9. David and Linda, the careful relationship? His going to Boston, Buddy urging him on to the girl in the bar, his approach, her rejection, her later acceptance? His going to her house, the chocolate, her saying she was fat, his exasperation? Discovery that Buddy had made the phone call, the trial separation? Linda and her dating Buddy, David and the two girls in the restaurant? His shock? Thinking that Buddy would steal his proposal idea at Yankee Stadium? His going, seeing Linda and Buddy, going onto the field, urged on by Mayor Giuliani? His proposal, her assertiveness, his assertiveness? Buddy and the screen with the congratulations, seeing him at the top of the steps?
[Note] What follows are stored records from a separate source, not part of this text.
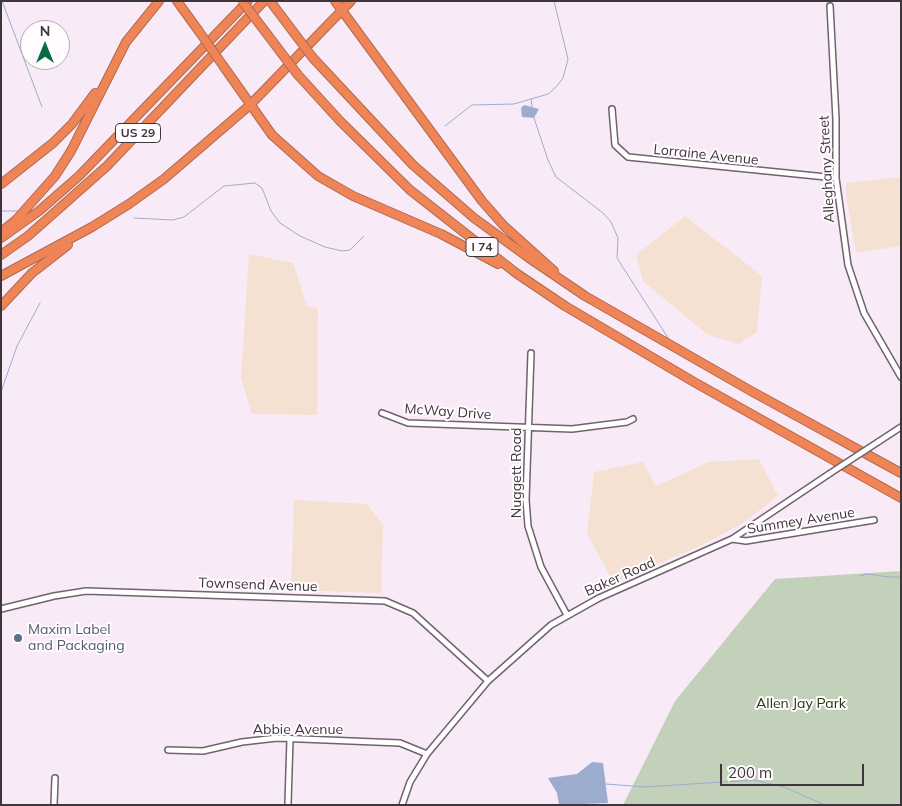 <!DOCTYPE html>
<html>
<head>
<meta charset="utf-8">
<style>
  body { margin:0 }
  #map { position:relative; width:902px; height:806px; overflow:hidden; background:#f9eaf7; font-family:Mulish,sans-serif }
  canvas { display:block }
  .frame { position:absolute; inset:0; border:2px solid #3d373c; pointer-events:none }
  .north { position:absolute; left:20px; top:20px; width:50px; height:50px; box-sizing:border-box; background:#fffbfe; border:1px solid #b1adb0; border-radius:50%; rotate:0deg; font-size:14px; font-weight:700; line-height:20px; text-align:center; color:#3d373c }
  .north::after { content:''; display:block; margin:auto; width:18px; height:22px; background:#086c42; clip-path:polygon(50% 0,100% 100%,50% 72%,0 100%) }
  .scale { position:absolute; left:720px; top:764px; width:144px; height:22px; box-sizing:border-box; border:2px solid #3d373c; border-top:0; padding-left:6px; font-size:15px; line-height:18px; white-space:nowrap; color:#3d373c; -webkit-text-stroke:4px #fffbfe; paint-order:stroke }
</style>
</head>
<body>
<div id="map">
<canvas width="902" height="806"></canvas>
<div class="frame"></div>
<div class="north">N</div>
<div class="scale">200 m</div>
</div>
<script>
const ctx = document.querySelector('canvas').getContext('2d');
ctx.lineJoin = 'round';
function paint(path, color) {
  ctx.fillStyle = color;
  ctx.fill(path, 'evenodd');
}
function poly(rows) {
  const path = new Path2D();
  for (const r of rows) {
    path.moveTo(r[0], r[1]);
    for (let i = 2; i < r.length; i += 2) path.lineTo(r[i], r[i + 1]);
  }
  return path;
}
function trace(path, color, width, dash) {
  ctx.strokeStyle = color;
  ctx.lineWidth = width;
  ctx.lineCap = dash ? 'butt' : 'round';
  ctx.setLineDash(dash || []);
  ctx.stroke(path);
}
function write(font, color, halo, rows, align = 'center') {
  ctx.font = font + ' Mulish,sans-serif';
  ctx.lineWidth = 4;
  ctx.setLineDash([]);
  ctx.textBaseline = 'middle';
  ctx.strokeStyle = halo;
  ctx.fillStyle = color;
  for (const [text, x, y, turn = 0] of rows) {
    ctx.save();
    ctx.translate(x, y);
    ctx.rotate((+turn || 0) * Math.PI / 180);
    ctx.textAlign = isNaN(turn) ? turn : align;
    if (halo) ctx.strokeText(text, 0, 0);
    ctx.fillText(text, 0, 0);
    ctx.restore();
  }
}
const industrial = poly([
  [901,177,901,246,856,253,846,196,846,183],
  [685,216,762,276,757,332,739,344,708,335,643,281,636,255],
  [249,254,293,263,307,306,318,308,317,415,252,414,241,378],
  [759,459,778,496,743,523,700,546,614,583,587,534,594,472,643,462,656,486,709,462],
  [294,500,367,504,383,525,381,593,291,590]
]);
const green = poly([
  [901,571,901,805,623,805,675,701,775,579]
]);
const water = poly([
  [524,105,539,109,534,118,522,117,521,108],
  [592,762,603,763,608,803,559,805,557,793,548,778,577,774]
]);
const stream = poly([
  [2,1,42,107],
  [531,99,532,107],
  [534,118,548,160,556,177,603,213,611,222,618,238,617,258,670,341],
  [445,126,472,105,514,104,548,94,556,87,563,78,568,59,554,1],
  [1,211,19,211],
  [134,218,173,220,184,217,224,186,255,183,262,188,271,211,280,223,300,236,325,247,342,251,350,250,364,236],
  [1,392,17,346,40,303],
  [859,576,867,574,889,577,901,577],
  [606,784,645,787,754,780,784,787,825,805]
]);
const minor = poly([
  [830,6,836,119,836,178,848,265,864,313,901,377],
  [612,109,615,145,628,157,836,178],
  [531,353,526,500,528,526,541,567,567,615],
  [382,413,408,423,572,429,627,422,633,419],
  [878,442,901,427],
  [732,539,746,541,874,520],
  [1,609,54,596,86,591,385,601,413,613,488,681],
  [168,750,203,751,242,742,277,738,400,743,427,754],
  [288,803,290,739],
  [54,805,55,778],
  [402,805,410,782,427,754,488,681,551,625,599,598,732,539,829,474]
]);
const highway = poly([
  [177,1,198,30],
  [335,1,482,201,504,226,554,271],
  [313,58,413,165,474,218,529,258,585,296,751,391,901,473],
  [224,67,272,135,318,176,353,196,441,234,498,264],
  [298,75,340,121,410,190,516,273,565,306,694,382,901,498],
  [1,184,53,143,72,124,95,93],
  [1,232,16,220,55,176,71,151,126,42,159,1],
  [1,238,39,211,79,176,248,1],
  [1,255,28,236,107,166,264,1],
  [1,276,92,227,129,204,164,179,250,105,351,1],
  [1,306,32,273,68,245]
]);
const minorBridge = poly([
  [829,474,878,442]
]);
const highwayBridge = poly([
  [242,1,298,75],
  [270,1,313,58],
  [198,30,224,67]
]);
const markers = [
  [18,638,5,"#5c6f8a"]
];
const shields = [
  [138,133,45],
  [482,247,32]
];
const shieldNames = [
  ["US 29",138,133],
  ["I 74",482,247]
];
const streetNames = [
  ["Lorraine Avenue",706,155,6],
  ["Alleghany Street",827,169,-93],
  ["McWay Drive",448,412,4],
  ["Nuggett Road",517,473,-90],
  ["Summey Avenue",801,521,-9],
  ["Baker Road",620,577,-24],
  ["Townsend Avenue",258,585,2],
  ["Abbie Avenue",298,730]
];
const serviceNames = [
  ["Maxim Label",28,630],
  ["and Packaging",28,646]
];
const parkNames = [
  ["Allen Jay Park",801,704]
];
paint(industrial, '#f5e1d2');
paint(green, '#c3d1ba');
paint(water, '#9caccf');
trace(stream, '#9caccf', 1);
trace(minor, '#70636f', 8);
trace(highway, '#b1694e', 10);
trace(minor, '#fff', 5);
trace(highway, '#ef8457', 8);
trace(minorBridge, '#70636f', 8, []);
trace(highwayBridge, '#b1694e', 10, []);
trace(minorBridge, '#fff', 5);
trace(highwayBridge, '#ef8457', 8);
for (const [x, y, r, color] of markers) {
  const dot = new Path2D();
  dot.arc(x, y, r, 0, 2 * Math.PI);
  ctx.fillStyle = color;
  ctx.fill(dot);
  trace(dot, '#fffbfe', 2);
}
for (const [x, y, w] of shields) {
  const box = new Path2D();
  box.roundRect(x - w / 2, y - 9.5, w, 19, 4);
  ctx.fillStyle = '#fffbfe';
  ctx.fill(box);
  trace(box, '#3d373c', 1);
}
write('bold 12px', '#3d373c', null, shieldNames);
write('14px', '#3d373c', '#fffbfe', streetNames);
write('14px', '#4e5e75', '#fffbfe', serviceNames, 'left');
write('14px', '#203a05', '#fffbfe', parkNames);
</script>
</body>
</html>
10. The therapy, thirty days, Buddy moving in: with David's boss and talking strongly to him? His moving in, sleeping, his gross behaviour, accompanying David everywhere? David receiving the phone call about Buddy's mother, exaggerating and making a joke, Buddy's serious reaction? Their playing jokes on one another? The decision to go to Boston?
11. Buddy and his daring David to go to the girl in the bar, her character, her saying he was cute, her reaction at home? The discovery that she was an actress?
12. Going to the Buddhist centre, his childhood rival being there, the peace talk, the mutual provocation, the fight, the getting it out of his system?
13. His anger and going to the club with the girls, the confrontation with Buddy? His bewilderment? The change at Yankee Stadium, the effect of the declaration of his love?
14. The picnic, the man with the gun, threatening Buddy - and David revealing that it was a joke? Their all joining hands, the revelation of the truth, a circle of life? How effective a comedy, subtlety and non-subtlety, for a popular audience, bringing attention to the issue of anger, rage and anger management?